A third incident is more testing for the Police and the stewards. A young lad dressed in the traditional Chav uniform of Burberry scarf and cap is on the phone at the front and then ten minutes later is causing problems at the back, shouting at the home fans, turning heads in the crowd. Soon men in florescent jackets are running to the scene.

Incidents like this are difficult to report. Every view has a different take on events. BfB’s Jason McKeown gives one view as he looks down on events and details some, other fans see it and a patchwork of reports give an impression. Sincere apologies if it is factually incorrect, it is the recollections of a number of people.

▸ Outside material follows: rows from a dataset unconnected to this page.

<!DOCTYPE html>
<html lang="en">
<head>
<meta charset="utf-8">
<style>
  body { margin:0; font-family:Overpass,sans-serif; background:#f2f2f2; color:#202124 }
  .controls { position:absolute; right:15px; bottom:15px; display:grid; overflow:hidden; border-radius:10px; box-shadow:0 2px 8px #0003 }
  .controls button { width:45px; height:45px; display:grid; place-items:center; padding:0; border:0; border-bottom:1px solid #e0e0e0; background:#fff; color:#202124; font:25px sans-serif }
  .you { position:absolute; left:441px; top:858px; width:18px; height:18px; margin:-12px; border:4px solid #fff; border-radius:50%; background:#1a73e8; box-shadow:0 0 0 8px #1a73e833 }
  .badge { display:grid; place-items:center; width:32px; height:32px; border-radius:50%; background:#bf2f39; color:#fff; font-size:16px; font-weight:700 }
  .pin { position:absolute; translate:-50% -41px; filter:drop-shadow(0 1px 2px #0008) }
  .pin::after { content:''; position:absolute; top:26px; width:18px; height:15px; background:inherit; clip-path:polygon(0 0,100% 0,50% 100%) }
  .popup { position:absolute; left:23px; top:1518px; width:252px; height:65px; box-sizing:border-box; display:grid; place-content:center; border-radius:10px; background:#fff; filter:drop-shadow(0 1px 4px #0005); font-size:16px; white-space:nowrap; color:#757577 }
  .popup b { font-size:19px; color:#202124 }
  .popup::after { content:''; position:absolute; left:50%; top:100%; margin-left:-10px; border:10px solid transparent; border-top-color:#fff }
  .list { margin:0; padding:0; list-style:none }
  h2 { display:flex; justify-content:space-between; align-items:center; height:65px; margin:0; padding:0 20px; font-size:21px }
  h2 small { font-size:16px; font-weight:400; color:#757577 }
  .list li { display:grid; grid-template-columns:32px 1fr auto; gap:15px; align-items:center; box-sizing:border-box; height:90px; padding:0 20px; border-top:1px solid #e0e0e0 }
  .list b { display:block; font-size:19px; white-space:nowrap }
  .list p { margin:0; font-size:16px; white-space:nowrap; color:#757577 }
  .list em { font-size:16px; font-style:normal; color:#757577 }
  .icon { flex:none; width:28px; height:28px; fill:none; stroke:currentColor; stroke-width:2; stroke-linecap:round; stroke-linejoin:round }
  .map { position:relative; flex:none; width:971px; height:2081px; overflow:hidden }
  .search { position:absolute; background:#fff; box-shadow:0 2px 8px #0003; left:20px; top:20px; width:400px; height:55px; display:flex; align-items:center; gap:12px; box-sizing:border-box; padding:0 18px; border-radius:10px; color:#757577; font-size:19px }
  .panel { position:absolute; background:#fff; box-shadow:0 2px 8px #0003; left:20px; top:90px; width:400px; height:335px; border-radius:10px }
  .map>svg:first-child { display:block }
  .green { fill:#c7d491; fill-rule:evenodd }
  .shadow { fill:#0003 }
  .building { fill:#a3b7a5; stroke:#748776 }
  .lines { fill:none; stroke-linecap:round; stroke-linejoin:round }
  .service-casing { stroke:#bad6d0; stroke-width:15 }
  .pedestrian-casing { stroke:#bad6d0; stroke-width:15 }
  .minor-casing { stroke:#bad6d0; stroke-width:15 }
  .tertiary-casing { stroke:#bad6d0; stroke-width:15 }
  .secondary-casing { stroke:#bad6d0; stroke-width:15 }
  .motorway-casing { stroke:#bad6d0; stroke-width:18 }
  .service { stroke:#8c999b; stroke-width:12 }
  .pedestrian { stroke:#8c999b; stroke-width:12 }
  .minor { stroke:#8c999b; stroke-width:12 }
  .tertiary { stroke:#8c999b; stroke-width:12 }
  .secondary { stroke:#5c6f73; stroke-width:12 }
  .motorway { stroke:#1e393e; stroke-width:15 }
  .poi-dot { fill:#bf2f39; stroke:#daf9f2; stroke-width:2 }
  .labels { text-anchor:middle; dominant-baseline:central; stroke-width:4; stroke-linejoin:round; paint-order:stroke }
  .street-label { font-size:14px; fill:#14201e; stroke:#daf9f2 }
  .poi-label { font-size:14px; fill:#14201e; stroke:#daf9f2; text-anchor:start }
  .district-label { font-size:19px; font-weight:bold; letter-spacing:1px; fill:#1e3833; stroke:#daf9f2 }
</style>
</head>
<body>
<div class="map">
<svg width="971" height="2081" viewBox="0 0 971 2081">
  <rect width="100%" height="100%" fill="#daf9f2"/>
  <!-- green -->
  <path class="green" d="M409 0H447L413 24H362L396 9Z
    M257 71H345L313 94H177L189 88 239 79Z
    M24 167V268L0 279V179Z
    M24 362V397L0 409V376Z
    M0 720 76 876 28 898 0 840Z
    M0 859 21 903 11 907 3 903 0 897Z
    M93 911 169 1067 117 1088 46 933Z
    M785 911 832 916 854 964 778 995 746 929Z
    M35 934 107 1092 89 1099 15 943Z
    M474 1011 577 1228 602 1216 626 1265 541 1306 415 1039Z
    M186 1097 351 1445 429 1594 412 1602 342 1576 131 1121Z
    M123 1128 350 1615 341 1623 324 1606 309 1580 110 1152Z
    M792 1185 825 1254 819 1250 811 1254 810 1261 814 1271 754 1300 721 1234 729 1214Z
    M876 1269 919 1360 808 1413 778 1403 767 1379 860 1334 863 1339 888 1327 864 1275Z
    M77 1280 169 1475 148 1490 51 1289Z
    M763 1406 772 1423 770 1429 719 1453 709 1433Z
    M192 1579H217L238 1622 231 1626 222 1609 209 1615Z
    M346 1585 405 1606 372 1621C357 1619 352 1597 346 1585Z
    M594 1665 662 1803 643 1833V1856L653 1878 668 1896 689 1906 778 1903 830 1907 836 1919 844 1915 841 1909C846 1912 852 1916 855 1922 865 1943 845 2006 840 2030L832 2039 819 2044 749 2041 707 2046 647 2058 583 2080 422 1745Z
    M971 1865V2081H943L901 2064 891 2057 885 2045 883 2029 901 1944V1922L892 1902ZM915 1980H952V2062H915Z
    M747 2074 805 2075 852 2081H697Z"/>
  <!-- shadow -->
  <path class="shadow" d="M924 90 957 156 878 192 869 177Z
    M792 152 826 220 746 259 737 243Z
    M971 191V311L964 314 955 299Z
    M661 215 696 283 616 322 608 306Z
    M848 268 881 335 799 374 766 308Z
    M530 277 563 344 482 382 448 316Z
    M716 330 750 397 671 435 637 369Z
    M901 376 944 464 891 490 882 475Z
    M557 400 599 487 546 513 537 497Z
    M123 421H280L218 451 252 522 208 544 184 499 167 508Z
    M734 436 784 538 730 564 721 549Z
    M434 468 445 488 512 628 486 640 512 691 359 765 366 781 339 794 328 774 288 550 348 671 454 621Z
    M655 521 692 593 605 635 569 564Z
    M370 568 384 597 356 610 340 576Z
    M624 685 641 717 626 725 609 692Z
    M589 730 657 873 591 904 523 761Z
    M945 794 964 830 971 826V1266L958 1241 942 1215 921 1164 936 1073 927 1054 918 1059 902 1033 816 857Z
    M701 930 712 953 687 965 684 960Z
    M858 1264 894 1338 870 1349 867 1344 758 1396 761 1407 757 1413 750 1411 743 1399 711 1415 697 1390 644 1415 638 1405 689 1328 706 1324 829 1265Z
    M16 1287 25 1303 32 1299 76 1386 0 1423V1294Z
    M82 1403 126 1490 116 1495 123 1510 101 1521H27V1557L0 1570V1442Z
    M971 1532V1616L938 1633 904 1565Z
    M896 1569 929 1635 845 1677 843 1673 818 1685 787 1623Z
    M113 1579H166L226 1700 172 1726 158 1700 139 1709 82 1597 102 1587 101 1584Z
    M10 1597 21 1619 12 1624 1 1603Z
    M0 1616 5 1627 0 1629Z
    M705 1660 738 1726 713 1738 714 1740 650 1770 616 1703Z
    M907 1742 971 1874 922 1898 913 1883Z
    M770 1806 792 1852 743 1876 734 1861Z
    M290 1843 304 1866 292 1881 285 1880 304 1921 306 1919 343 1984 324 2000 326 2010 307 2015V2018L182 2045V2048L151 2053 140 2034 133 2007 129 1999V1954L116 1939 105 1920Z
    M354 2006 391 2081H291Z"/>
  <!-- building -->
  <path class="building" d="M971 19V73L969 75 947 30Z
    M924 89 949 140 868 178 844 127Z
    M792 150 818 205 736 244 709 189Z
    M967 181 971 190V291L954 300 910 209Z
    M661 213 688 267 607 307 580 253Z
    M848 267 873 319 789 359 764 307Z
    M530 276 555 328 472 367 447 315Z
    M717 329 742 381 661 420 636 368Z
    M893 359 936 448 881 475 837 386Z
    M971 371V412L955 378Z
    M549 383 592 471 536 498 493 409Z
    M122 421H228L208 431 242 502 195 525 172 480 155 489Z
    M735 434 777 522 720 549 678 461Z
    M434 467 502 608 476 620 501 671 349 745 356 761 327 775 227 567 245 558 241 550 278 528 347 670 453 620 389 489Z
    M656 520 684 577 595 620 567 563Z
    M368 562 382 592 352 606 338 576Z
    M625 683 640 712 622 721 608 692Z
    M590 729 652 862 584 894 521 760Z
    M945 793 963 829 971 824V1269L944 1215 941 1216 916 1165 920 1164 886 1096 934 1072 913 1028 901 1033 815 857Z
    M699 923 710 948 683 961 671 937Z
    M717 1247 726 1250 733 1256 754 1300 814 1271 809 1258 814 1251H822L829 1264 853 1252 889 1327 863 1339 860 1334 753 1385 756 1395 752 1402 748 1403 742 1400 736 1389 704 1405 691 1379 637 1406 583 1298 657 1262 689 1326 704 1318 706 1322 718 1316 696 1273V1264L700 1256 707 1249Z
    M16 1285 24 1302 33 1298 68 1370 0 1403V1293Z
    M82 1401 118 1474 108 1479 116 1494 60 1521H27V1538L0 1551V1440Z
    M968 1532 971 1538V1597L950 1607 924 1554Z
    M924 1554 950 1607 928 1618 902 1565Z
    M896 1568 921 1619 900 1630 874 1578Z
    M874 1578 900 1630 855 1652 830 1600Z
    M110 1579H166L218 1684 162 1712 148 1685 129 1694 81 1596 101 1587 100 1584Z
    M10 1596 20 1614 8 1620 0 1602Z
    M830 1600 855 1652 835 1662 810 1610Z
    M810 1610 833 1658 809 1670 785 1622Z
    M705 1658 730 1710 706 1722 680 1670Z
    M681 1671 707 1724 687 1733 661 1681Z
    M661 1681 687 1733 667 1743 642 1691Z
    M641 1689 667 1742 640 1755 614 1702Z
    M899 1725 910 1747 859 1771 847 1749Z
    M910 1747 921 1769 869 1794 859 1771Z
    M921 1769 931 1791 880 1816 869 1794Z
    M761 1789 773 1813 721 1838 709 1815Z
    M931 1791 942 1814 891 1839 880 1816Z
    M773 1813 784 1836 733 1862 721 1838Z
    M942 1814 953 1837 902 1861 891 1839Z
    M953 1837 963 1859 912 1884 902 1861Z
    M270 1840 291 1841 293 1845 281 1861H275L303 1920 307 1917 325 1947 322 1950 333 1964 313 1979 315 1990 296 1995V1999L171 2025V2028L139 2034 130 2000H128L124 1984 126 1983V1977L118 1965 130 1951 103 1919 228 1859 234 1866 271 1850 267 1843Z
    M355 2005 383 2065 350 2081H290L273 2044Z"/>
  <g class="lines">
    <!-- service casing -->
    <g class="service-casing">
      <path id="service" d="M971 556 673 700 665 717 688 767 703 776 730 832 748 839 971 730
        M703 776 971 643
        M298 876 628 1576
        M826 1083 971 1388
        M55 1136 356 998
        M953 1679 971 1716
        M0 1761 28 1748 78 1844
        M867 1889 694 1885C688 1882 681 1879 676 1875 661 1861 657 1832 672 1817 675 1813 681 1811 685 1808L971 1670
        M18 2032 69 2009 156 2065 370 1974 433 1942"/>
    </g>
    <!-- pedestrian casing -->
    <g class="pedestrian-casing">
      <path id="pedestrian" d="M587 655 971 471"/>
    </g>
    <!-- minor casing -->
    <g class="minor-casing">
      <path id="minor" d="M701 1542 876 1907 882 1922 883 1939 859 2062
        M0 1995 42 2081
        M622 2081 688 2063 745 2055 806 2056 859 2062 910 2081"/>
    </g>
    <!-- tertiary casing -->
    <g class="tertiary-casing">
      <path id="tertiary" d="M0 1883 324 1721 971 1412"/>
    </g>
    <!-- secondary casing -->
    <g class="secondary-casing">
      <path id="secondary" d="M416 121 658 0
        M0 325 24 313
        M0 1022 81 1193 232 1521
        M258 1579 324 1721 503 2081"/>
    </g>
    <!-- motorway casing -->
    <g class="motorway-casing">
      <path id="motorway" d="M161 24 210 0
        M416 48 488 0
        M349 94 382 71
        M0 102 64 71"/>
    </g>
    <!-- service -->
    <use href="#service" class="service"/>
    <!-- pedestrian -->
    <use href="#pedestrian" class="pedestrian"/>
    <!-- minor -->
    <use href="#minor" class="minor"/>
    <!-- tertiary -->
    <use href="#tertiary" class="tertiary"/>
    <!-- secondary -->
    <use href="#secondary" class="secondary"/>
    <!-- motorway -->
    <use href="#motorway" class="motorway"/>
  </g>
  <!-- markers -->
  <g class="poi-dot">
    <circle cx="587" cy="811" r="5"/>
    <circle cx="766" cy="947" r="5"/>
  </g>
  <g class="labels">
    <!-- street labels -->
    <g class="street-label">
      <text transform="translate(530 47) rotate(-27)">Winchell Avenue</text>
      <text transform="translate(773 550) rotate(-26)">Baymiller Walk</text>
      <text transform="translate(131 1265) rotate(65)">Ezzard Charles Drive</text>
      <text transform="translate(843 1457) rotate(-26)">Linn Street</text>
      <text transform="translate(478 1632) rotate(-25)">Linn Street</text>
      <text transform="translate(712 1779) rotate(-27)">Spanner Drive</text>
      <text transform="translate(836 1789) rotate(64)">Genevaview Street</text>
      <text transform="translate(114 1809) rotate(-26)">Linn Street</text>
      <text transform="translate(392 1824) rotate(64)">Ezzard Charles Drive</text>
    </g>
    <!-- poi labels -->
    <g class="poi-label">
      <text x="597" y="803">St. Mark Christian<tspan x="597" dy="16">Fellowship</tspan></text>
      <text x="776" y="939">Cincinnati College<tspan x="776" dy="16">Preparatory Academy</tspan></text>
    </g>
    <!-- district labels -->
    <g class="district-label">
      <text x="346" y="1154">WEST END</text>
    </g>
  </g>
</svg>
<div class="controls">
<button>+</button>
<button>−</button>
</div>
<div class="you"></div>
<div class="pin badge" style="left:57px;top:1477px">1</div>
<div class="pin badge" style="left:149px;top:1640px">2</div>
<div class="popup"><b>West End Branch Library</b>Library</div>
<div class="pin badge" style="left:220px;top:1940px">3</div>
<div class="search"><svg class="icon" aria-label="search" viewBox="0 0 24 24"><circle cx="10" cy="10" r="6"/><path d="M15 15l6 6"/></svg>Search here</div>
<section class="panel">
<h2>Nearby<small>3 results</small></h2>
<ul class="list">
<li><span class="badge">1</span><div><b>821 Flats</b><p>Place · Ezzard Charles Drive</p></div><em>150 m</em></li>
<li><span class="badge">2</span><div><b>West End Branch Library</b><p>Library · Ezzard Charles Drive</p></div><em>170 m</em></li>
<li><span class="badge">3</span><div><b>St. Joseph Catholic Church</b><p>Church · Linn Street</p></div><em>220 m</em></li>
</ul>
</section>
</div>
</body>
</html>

The lad in Burberry is tackled by a half dozen stewards and is dragged across the front of the away fans – half way up the stand – to be ejected from the ground. Another lad has his legs outstretched and a steward trips over them. There is a flashpoint with the steward thinking he has been tripped and the innocent fan taking what is described as a punch. None of this can be seen by most of the crowd although the spill out afterwards can but before the day is done the version of events which is correlated here has done the rounds of City fan’s mobile phones. It is impossible to say if it is true or not but it is certainly what is being talked about.

The fan is innocent and as a result scuffling has broken out between stewards and supporters. It is a worrying flashpoint with six Stewards having inadvisedly got into the middle of a group of fans and seemingly – probably to regret – gone on the attack. The men at the front have turned attentions away from the lines man and one tugs his scarf over his face to cover his mouth and nose, the disguise favoured by the hooligan of old.

No one seems to know what has happened to the guy with his legs outstretched, or the Chav, but rumours in the following days have it afterwards he went to the Police to report the actions of the steward.

The incident calms down eventually but not before Radio Leeds have mistaken a “You don’t know what your doing” chant aimed at the steward as one aimed at McCall following a substitution. Attention turns back to the pitch and when the game ends and within minutes fans of Lincoln and Bradford City are walking next to each other away from the ground.

The point?

Take a look again at the photographs of men in Manchester. Image three, image four, image six, image eleven. Not the faces of young men yet there is a perception that the only problems at football are caused by people under a certain age. That football hooliganism is back in a younger generation having been purged from the old.

The veracity of this I’d question. As with the photographs from Manchester within the Bradford City fans who shouted abuse in these three incidents there is no age barrier in people involved in events that cause interest and perhaps the difference comes how the problems are handled by Police and Stewards.

Perhaps it is a perception that only the younger fans cause trouble worth addressing or perhaps they see it easier for Stewards to tackle young lads than it is people forty plus who are doing the same.